Saved data entries ::
====================
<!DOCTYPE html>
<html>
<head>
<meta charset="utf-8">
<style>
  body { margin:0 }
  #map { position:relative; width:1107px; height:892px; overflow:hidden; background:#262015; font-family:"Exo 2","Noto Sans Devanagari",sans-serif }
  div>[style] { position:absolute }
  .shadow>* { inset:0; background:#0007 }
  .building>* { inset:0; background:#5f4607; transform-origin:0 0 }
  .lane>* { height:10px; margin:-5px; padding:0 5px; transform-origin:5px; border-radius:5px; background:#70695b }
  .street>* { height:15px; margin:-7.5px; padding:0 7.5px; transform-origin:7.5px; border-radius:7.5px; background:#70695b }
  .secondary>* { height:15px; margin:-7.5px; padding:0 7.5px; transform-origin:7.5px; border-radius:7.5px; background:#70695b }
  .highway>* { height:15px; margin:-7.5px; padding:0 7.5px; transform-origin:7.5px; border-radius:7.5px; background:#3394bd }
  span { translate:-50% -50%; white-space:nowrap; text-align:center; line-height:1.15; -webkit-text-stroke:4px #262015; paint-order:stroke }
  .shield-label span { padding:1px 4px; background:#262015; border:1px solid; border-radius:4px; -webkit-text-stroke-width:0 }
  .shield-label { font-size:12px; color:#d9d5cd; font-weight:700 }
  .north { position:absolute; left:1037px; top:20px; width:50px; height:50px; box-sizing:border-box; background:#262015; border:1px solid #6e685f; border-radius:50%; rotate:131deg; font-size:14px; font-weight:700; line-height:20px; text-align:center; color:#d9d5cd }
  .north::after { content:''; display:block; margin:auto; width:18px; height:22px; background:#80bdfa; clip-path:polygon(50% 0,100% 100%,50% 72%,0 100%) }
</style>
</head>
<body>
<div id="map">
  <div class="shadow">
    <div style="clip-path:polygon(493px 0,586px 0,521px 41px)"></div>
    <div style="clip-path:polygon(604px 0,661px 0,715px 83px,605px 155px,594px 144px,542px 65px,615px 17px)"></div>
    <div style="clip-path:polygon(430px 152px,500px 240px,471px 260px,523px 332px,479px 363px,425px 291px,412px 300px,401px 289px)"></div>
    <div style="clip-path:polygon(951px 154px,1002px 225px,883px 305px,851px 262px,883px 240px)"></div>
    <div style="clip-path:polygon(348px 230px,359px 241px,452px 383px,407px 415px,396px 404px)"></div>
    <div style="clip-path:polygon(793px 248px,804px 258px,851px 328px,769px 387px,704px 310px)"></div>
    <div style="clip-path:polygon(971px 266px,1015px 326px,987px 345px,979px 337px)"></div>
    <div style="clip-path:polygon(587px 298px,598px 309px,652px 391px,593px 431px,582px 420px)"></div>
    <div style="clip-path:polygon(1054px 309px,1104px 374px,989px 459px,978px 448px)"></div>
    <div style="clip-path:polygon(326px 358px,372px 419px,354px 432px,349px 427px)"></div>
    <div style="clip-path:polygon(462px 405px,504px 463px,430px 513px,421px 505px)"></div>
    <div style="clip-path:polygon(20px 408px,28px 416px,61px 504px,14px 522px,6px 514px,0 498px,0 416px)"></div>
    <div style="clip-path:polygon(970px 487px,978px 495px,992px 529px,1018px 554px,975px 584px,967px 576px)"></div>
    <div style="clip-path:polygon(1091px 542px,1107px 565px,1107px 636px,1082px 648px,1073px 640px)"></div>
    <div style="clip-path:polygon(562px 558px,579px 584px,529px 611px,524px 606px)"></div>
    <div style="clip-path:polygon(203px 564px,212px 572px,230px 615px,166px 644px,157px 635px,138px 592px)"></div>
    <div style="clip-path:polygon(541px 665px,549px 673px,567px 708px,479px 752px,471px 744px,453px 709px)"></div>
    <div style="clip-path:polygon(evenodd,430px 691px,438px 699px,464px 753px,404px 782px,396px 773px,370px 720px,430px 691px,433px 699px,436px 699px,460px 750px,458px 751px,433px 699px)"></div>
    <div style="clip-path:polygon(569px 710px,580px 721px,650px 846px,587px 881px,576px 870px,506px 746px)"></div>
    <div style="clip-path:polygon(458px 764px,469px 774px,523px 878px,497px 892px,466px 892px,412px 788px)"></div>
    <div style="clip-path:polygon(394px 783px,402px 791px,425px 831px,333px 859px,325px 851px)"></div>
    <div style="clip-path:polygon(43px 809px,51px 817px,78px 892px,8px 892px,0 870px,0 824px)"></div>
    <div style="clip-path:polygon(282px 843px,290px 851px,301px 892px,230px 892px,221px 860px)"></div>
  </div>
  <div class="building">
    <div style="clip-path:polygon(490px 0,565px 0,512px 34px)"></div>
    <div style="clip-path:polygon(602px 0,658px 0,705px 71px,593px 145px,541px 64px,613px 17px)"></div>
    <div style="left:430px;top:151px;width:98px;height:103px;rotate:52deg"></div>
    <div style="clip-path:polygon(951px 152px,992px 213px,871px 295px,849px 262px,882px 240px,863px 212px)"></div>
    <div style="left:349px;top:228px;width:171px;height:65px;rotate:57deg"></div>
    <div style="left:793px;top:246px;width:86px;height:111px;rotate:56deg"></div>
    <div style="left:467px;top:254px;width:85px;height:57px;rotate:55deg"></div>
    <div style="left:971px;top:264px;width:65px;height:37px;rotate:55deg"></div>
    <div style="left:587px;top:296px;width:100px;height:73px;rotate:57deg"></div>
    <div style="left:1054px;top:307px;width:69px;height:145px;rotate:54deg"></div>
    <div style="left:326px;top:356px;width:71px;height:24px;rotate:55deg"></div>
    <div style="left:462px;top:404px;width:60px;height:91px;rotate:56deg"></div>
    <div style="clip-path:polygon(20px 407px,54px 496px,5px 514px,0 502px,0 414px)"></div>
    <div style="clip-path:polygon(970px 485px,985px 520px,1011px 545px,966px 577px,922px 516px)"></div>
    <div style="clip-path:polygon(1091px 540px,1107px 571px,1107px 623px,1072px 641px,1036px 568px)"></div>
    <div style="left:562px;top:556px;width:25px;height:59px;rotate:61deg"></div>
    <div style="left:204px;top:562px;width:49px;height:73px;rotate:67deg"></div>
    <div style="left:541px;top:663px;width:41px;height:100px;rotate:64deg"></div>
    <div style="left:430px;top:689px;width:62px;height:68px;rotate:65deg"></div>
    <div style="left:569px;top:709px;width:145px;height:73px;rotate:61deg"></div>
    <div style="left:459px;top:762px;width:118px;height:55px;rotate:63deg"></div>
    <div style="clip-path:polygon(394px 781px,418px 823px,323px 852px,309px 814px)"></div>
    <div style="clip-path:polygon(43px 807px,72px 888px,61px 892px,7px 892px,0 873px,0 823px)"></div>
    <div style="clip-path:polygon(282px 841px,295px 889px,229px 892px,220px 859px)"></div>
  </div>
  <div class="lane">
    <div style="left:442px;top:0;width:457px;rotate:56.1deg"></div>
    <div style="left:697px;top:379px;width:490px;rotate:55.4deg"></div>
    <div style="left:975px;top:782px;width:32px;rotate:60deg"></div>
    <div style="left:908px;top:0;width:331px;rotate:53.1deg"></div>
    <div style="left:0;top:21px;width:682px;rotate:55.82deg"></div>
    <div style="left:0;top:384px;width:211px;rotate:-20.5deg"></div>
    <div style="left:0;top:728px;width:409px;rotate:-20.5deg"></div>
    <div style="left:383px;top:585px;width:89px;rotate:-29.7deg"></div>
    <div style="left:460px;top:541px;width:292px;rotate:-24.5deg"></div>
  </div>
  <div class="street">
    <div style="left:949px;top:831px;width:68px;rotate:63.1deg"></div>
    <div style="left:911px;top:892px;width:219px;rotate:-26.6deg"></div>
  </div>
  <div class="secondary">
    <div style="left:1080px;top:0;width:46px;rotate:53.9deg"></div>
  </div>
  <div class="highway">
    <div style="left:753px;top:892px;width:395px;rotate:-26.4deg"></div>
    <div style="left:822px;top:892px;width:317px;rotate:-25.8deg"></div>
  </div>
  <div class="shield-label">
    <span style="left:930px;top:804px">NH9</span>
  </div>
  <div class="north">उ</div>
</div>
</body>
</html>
====================
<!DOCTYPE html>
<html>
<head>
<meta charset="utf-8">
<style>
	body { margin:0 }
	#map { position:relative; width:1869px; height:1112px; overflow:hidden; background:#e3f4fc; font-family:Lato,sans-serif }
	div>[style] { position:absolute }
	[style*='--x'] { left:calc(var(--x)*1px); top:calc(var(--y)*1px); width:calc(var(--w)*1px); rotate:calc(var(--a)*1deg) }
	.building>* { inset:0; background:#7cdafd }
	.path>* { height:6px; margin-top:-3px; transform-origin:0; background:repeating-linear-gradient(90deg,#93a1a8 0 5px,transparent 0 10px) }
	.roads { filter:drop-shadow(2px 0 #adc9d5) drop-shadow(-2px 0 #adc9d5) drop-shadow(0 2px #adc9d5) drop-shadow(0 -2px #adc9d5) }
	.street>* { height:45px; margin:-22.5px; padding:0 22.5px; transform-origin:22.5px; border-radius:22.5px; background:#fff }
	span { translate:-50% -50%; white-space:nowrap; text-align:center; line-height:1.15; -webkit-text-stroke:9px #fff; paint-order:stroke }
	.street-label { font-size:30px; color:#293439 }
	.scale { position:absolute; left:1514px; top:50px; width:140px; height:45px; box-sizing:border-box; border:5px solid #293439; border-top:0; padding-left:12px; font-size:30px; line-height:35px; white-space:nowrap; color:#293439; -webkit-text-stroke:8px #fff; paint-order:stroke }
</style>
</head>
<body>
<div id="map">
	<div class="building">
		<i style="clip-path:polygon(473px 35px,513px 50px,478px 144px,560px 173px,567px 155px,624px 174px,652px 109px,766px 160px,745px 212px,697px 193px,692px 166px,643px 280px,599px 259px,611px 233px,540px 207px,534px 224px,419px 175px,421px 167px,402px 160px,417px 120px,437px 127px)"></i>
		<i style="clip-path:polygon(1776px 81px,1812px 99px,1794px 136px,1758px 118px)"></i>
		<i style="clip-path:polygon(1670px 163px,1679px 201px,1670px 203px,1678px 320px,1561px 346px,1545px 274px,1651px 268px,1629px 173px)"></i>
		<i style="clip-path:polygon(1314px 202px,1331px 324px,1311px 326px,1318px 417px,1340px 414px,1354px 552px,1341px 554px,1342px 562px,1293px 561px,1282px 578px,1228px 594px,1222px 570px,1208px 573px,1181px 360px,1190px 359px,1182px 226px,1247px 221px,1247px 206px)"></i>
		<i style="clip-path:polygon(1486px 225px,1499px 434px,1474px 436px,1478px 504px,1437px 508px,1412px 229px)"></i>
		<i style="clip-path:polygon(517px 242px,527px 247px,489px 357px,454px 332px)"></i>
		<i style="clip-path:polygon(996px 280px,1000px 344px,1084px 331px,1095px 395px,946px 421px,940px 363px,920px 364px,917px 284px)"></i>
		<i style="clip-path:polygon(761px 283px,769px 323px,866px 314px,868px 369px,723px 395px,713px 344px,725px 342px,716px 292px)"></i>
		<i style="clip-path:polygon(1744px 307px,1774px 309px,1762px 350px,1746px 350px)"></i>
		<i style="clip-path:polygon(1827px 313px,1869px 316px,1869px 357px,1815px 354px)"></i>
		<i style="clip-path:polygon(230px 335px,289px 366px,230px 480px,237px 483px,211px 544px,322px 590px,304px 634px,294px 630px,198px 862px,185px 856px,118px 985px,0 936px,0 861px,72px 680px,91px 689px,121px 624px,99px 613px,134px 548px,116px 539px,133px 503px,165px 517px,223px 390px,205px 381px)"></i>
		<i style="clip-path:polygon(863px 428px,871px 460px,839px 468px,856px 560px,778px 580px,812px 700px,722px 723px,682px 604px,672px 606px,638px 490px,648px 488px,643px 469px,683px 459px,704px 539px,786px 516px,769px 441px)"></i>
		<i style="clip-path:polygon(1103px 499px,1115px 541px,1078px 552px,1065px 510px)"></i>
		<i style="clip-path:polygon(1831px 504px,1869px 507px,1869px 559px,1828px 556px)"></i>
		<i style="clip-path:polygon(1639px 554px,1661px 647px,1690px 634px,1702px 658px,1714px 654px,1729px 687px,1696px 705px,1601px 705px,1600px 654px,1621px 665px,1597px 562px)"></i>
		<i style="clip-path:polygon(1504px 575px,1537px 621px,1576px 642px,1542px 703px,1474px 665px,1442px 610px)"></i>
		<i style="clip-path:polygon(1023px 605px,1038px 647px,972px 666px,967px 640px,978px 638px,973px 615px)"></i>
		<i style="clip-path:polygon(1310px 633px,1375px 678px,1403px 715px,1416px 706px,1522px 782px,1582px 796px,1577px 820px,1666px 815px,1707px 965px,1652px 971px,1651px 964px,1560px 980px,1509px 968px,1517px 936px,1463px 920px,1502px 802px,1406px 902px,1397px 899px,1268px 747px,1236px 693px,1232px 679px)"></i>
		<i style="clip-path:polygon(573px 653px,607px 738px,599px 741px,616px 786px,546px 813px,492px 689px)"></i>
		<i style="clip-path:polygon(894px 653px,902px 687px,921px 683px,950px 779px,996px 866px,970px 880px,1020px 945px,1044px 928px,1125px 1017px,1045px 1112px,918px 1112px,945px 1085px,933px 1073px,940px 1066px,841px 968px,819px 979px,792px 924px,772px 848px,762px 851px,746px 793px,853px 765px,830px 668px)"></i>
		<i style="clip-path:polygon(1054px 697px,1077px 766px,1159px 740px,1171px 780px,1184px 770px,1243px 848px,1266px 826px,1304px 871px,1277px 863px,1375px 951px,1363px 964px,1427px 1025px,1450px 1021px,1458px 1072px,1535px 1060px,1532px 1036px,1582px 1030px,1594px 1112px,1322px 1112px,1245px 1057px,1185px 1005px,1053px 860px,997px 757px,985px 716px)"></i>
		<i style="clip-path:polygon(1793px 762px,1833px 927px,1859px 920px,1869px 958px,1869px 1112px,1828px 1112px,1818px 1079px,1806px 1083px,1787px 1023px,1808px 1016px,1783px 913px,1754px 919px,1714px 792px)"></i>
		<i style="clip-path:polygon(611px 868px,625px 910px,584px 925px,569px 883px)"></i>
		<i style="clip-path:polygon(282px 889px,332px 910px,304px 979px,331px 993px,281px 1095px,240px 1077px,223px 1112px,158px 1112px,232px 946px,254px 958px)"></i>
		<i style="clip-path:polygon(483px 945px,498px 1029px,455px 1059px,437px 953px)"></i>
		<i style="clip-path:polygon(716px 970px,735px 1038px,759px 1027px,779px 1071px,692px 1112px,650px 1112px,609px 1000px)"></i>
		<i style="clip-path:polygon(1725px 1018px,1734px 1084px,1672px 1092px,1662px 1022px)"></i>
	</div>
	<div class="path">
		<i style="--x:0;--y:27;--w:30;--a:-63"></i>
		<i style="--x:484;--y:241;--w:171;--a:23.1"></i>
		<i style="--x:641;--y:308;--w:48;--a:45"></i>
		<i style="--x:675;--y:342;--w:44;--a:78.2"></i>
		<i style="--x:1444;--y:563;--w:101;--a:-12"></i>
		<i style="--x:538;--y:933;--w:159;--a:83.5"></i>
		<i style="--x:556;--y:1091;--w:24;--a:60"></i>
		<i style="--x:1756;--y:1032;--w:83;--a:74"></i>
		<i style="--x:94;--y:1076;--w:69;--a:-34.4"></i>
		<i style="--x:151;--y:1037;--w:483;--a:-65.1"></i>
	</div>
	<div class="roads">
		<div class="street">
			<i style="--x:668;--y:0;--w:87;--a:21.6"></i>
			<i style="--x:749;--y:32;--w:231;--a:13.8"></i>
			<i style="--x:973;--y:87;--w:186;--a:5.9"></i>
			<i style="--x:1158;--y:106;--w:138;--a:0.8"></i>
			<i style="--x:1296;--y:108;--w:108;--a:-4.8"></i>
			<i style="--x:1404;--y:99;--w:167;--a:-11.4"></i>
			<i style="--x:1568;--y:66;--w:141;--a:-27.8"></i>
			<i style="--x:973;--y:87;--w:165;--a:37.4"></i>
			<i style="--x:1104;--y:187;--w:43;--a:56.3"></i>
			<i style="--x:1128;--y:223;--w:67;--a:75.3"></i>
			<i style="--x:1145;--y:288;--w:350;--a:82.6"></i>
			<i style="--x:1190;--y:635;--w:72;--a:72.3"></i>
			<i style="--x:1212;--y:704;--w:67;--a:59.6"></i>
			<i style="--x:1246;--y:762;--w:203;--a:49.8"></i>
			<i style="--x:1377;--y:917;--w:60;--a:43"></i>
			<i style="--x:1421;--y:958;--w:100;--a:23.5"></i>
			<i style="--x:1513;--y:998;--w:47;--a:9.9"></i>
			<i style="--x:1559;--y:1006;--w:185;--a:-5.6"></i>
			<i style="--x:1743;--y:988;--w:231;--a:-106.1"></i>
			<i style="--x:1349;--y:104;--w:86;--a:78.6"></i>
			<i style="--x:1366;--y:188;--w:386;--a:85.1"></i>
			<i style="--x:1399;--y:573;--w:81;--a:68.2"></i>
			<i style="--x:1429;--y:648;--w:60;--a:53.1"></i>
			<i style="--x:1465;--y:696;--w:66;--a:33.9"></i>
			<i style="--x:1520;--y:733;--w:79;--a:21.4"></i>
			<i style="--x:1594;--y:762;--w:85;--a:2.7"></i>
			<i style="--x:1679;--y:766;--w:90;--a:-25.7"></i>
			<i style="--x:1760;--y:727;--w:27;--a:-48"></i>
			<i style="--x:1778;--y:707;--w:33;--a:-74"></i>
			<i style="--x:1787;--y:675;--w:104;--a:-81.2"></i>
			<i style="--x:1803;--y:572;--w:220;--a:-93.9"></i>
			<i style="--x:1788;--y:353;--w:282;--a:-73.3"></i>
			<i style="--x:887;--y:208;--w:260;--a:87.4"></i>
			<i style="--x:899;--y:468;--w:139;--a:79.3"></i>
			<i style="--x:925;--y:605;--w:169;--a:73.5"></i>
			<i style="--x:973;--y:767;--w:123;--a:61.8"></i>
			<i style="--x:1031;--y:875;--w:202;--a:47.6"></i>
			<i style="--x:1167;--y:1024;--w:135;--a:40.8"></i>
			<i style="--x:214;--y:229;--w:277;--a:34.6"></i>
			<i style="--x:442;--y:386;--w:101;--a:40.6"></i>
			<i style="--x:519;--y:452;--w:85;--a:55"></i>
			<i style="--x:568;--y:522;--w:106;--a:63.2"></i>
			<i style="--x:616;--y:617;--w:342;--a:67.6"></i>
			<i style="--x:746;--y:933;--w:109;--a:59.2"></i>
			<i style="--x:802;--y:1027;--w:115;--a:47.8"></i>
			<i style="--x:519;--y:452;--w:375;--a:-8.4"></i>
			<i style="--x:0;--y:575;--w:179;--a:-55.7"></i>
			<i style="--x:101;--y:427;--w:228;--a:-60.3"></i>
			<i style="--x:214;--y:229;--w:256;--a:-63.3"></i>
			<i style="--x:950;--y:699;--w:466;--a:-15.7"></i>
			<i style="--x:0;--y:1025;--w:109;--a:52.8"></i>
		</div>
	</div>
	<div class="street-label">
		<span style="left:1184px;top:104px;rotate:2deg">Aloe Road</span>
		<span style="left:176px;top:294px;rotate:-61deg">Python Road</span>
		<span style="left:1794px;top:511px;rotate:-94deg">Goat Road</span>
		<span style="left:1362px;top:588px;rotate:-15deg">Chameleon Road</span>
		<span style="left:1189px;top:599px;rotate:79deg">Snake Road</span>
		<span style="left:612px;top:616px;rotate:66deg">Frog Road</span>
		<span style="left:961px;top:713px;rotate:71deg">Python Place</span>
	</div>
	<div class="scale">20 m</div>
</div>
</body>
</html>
====================
TASK ::
Whenever a line above contains "hidden", copy that line.

SOLVED PROBLEM ::
  #map { position:relative; width:1107px; height:892px; overflow:hidden; background:#262015; font-family:"Exo 2","Noto Sans Devanagari",sans-serif }
	#map { position:relative; width:1869px; height:1112px; overflow:hidden; background:#e3f4fc; font-family:Lato,sans-serif }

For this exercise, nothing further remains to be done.